● **Data shown**:
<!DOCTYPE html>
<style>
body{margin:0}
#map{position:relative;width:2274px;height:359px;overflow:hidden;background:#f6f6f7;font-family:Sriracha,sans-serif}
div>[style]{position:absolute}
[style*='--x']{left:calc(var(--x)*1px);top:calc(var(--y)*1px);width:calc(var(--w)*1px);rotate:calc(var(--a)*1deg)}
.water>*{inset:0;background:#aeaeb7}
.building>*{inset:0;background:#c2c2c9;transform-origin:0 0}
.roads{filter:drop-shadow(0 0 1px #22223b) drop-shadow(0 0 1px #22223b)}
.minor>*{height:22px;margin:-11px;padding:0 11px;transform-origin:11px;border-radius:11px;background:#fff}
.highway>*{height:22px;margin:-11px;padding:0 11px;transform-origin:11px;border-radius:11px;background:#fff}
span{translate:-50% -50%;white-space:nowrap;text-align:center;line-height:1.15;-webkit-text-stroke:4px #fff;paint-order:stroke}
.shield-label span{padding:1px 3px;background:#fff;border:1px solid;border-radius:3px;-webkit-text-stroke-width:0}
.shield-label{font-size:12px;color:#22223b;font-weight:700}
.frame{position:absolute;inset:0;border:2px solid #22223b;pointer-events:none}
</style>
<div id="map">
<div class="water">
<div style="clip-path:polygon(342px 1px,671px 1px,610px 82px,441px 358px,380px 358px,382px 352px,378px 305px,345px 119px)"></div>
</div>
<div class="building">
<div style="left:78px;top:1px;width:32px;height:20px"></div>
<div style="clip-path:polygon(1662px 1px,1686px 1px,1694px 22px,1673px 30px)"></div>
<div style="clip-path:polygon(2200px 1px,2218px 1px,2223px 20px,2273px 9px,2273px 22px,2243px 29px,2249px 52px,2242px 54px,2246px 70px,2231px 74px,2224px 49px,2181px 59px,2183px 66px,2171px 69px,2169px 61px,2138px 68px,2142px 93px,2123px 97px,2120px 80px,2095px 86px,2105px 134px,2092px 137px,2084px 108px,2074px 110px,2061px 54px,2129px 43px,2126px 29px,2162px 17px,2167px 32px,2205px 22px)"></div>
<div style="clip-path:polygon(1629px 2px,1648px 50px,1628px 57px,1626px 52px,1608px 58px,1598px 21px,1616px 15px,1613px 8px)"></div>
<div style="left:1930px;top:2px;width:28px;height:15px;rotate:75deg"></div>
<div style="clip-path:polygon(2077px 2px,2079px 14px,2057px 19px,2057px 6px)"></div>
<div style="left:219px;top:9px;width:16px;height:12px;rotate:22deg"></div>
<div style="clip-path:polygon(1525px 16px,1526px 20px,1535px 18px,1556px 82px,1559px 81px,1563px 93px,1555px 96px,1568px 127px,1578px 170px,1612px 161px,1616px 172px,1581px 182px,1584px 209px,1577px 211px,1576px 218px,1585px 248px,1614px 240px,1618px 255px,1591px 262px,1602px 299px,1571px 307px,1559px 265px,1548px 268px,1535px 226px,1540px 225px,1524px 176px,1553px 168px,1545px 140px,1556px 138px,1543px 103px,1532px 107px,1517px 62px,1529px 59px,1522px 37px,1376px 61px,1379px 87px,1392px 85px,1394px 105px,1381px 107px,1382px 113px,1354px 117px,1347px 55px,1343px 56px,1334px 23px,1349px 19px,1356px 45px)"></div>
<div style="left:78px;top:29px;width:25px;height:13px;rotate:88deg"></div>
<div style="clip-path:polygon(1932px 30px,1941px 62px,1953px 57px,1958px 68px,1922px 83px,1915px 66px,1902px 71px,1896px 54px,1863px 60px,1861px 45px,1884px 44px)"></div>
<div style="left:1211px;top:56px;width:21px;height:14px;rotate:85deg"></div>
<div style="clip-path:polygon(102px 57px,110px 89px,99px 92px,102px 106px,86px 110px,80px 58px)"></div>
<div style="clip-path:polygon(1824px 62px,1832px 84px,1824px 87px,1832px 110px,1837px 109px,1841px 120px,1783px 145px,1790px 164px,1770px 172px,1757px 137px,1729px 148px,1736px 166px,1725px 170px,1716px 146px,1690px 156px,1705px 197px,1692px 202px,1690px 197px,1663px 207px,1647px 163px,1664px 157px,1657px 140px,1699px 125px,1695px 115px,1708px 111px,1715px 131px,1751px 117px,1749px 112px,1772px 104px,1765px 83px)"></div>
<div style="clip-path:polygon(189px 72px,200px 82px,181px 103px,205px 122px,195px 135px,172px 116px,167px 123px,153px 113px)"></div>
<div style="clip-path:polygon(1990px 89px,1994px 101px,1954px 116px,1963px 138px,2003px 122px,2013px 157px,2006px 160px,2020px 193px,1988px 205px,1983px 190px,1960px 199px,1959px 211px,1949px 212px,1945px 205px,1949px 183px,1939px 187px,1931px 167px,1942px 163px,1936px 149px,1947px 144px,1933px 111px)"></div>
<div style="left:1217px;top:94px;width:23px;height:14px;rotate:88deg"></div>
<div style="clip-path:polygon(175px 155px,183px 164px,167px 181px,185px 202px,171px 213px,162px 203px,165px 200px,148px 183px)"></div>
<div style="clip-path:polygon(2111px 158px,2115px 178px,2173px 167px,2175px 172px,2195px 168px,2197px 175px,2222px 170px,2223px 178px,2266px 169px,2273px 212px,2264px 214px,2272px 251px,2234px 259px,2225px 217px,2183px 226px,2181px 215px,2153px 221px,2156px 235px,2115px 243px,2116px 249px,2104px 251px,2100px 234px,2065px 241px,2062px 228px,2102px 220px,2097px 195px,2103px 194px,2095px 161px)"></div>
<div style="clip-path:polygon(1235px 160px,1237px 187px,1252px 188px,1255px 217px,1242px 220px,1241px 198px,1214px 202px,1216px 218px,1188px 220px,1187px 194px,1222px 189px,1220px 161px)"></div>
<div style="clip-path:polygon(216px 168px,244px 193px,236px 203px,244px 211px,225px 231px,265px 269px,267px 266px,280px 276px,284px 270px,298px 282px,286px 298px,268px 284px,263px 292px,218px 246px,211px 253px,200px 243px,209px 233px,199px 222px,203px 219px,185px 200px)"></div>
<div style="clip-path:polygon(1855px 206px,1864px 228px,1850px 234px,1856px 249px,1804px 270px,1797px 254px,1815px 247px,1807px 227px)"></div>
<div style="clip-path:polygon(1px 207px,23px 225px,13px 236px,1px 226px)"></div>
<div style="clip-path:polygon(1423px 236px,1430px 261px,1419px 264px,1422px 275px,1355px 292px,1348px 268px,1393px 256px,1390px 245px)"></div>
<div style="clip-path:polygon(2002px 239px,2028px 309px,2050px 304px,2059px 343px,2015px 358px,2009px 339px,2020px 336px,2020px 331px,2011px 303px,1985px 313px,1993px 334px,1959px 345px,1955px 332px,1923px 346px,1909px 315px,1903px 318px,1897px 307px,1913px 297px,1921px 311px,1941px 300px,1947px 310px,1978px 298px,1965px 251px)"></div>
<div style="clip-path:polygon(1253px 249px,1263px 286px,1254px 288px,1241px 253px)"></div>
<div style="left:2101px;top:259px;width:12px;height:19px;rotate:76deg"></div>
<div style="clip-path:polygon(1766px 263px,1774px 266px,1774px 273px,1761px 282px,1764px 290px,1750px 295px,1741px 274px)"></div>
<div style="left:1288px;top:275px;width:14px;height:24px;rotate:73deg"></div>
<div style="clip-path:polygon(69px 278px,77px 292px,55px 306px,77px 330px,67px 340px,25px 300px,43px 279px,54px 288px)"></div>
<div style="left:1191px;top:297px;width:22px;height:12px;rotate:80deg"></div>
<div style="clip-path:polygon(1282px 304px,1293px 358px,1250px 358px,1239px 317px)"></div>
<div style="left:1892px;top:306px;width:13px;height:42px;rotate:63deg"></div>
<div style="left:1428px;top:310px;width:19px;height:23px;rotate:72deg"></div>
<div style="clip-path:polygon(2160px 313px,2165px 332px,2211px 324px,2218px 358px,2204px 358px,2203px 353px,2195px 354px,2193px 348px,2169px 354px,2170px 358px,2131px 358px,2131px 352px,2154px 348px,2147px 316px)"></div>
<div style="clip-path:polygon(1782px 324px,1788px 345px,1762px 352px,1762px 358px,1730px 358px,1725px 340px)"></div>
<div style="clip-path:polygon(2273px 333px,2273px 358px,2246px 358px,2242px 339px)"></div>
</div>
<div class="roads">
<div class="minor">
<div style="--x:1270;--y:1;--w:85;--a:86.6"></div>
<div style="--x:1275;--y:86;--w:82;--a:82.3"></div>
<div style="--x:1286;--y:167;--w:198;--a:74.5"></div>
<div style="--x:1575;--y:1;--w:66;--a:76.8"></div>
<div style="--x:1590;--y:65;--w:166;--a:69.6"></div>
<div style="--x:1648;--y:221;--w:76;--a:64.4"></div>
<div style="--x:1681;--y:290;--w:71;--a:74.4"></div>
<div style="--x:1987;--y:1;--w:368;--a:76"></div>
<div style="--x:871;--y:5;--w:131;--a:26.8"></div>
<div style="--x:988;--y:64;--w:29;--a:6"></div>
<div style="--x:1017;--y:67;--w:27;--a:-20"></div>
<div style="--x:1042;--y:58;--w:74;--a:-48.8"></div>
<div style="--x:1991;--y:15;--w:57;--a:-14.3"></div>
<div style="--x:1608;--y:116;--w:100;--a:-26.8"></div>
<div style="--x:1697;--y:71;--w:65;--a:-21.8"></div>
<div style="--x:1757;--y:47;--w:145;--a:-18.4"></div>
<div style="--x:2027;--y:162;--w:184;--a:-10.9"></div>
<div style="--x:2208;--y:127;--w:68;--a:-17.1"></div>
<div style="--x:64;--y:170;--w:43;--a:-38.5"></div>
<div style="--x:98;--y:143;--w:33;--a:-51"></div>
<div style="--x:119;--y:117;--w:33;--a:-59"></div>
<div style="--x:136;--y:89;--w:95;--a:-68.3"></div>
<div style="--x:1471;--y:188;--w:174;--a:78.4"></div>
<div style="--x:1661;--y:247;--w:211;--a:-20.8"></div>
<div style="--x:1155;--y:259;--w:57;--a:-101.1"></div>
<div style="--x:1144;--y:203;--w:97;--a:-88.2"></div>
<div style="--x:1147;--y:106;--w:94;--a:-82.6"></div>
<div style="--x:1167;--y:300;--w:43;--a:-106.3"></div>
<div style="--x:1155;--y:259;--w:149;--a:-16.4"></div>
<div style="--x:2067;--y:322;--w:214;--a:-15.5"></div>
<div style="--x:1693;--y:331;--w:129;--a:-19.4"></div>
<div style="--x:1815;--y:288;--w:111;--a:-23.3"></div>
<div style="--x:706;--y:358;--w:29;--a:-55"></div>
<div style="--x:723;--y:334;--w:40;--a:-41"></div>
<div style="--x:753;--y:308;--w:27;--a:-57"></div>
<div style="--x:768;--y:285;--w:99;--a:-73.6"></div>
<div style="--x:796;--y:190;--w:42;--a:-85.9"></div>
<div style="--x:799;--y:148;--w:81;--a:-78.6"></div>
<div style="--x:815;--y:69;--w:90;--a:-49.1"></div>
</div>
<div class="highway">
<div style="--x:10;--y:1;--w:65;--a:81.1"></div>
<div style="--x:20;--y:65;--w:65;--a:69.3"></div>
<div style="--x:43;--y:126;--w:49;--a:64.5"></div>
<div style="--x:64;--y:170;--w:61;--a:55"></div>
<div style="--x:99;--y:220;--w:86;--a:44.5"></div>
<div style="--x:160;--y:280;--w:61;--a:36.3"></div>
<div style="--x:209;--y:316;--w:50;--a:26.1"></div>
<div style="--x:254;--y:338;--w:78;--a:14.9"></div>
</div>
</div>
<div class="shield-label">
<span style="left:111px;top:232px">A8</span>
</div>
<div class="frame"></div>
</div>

● **Problem statement**: Return exactly, please, the lines of the material from the first one down to and including the line where "1px #22223b) drop-shadow(0" appears.

● **Solved problem**:
<!DOCTYPE html>
<style>
body{margin:0}
#map{position:relative;width:2274px;height:359px;overflow:hidden;background:#f6f6f7;font-family:Sriracha,sans-serif}
div>[style]{position:absolute}
[style*='--x']{left:calc(var(--x)*1px);top:calc(var(--y)*1px);width:calc(var(--w)*1px);rotate:calc(var(--a)*1deg)}
.water>*{inset:0;background:#aeaeb7}
.building>*{inset:0;background:#c2c2c9;transform-origin:0 0}
.roads{filter:drop-shadow(0 0 1px #22223b) drop-shadow(0 0 1px #22223b)}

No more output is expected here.